SPEED (MPH) | HAUL COST 12-CUBIC-YARD END-DUMP VEHICLE $ PER CUBIC YD. | HAUL COST 20-CUBIC-YARD BOTTOM-DUMP VEHICLE $ PER CUBIC YD. |
10 | $2.46 | $1.98 |
15 | $1.64 | $1.31 |
20 | $1.24 | $0.98 |
25 | $0.98 | $0.77 |
30 | $0.82 | $0.65 |
40 | $0.62 | $0.47 |
50 | $0.48 | $0.40 |
For HAUL COST 12-CUBIC-YARD END-DUMP VEHICLE $ PER CUBIC YD.:
The simple regression model is:
y = 2.3549 - 0.0434*x
For speed = 35, y = 0.83623
For speed = 45, y = 0.40234
The output is:
r² | 0.794 | |||||
r | -0.891 | |||||
Std. Error | 0.341 | |||||
n | 7 | |||||
k | 1 | |||||
Dep. Var. | HAUL COST 12-CUBIC-YARD END-DUMP VEHICLE PER CUBIC YD. | |||||
ANOVA table | ||||||
Source | SS | df | MS | F | p-value | |
Regression | 2.2457 | 1 | 2.2457 | 19.32 | .0070 | |
Residual | 0.5810 | 5 | 0.1162 | |||
Total | 2.8267 | 6 | ||||
Regression output | confidence interval | |||||
variables | coefficients | std. error | t (df=5) | p-value | 95% lower | 95% upper |
Intercept | 2.3549 | |||||
SPEED (MPH) | -0.0434 | 0.0099 | -4.396 | .0070 | -0.0688 | -0.0180 |
Predicted values for: HAUL COST 12-CUBIC-YARD END-DUMP VEHICLE PER CUBIC YD. | ||||||
95% Confidence Intervals | 95% Prediction Intervals | |||||
SPEED (MPH) | Predicted | lower | upper | lower | upper | Leverage |
35 | 0.83623 | 0.44965 | 1.22280 | -0.12155 | 1.79400 | 0.195 |
45 | 0.40234 | -0.15889 | 0.96356 | -0.63827 | 1.44294 | 0.410 |
For HAUL COST 20-CUBIC-YARD BOTTOM-DUMP VEHICLE $ PER CUBIC YD.:
The simple regression model is:
y = 1.8805 - 0.0348*x
For speed = 35, y = 0.66407
For speed = 45, y = 0.31653
The output is:
r² | 0.781 | |||||
r | -0.884 | |||||
Std.

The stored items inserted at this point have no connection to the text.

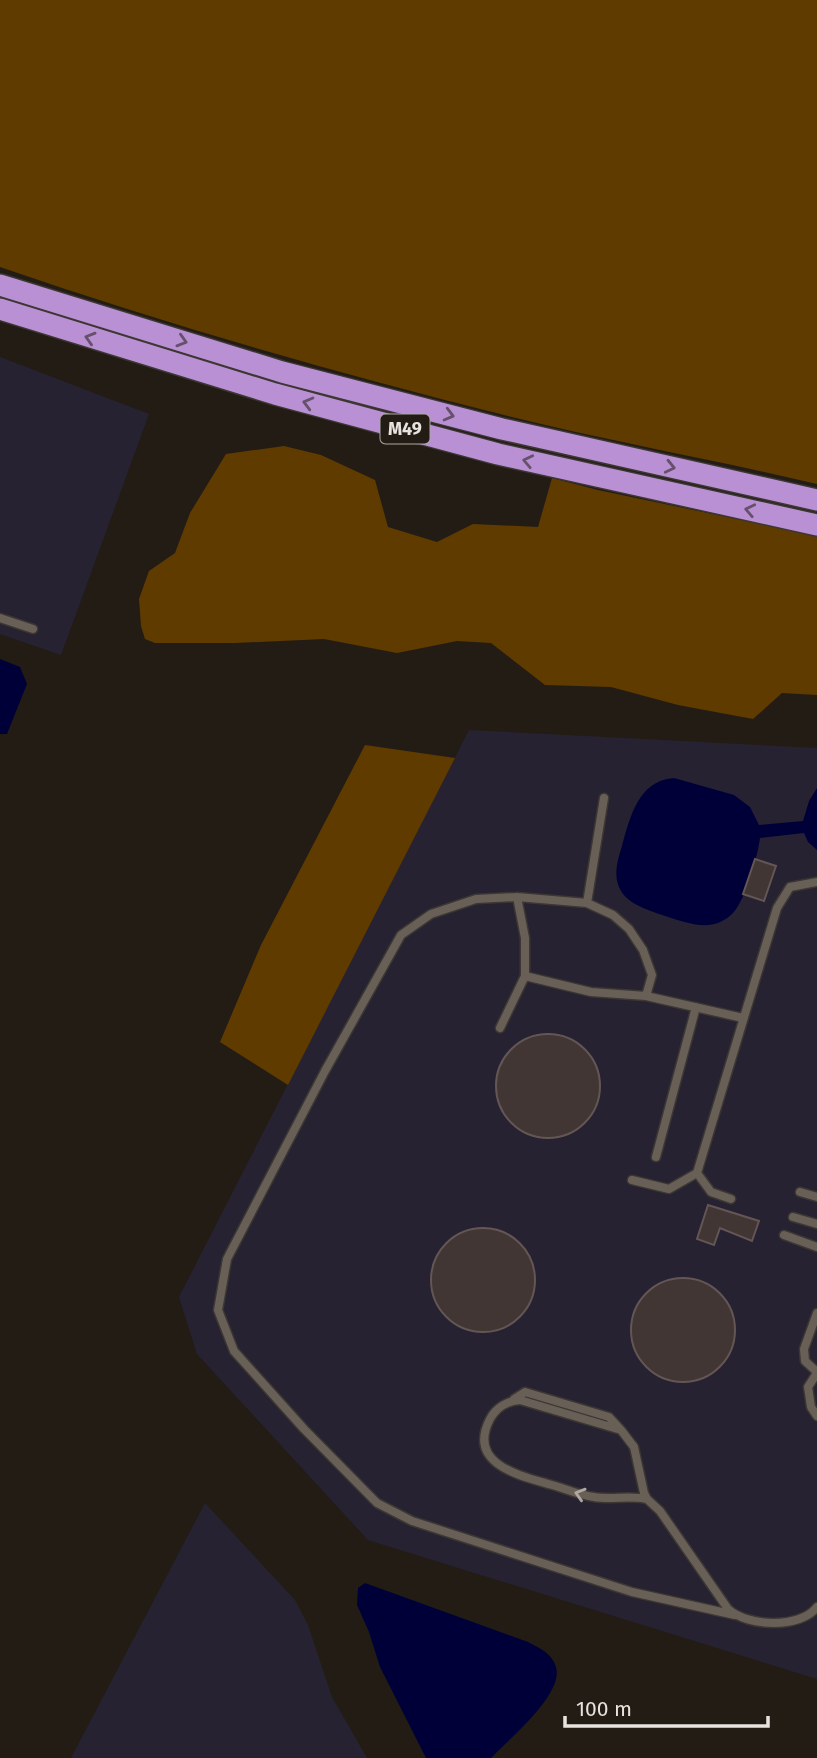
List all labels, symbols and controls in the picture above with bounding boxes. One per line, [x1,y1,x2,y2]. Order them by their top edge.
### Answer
one-way arrow [84,332,96,347]
one-way arrow [176,333,188,348]
one-way arrow [302,397,314,411]
one-way arrow [442,407,454,421]
road number: M49 [380,414,430,444]
one-way arrow [522,455,534,469]
one-way arrow [664,458,676,473]
one-way arrow [744,504,756,518]
one-way arrow [574,1487,586,1502]
scale bar [565,1684,768,1728]
text: 100 m [576,1696,632,1722]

Error | 0.285 | |||||
n | 7 | |||||
k | 1 | |||||
Dep. Var. | HAUL COST 20-CUBIC-YARD BOTTOM-DUMP VEHICLE PER CUBIC YD. | |||||
ANOVA table | ||||||
Source | SS | df | MS | F | p-value | |
Regression | 1.4408 | 1 | 1.4408 | 17.80 | .0083 | |
Residual | 0.4047 | 5 | 0.0809 | |||
Total | 1.8455 | 6 | ||||
Regression output | confidence interval | |||||
variables | coefficients | std. error | t (df=5) | p-value | 95% lower | 95% upper |
Intercept | 1.8805 | |||||
SPEED (MPH) | -0.0348 | 0.0082 | -4.219 | .0083 | -0.0559 | -0.0136 |
Predicted values for: HAUL COST 20-CUBIC-YARD BOTTOM-DUMP VEHICLE PER CUBIC YD. | ||||||
95% Confidence Intervals | 95% Prediction Intervals | |||||
SPEED (MPH) | Predicted | lower | upper | lower | upper | Leverage |
35 | 0.66407 | 0.34144 | 0.98670 | -0.13528 | 1.46342 | 0.195 |
45 | 0.31653 | -0.15187 | 0.78492 | -0.55196 | 1.18501 | 0.410 |
HAUL COST 12-CUBIC-YARD END-DUMP VEHICLE $ PER CUBIC YD. is better because it is explaining more variation in the data.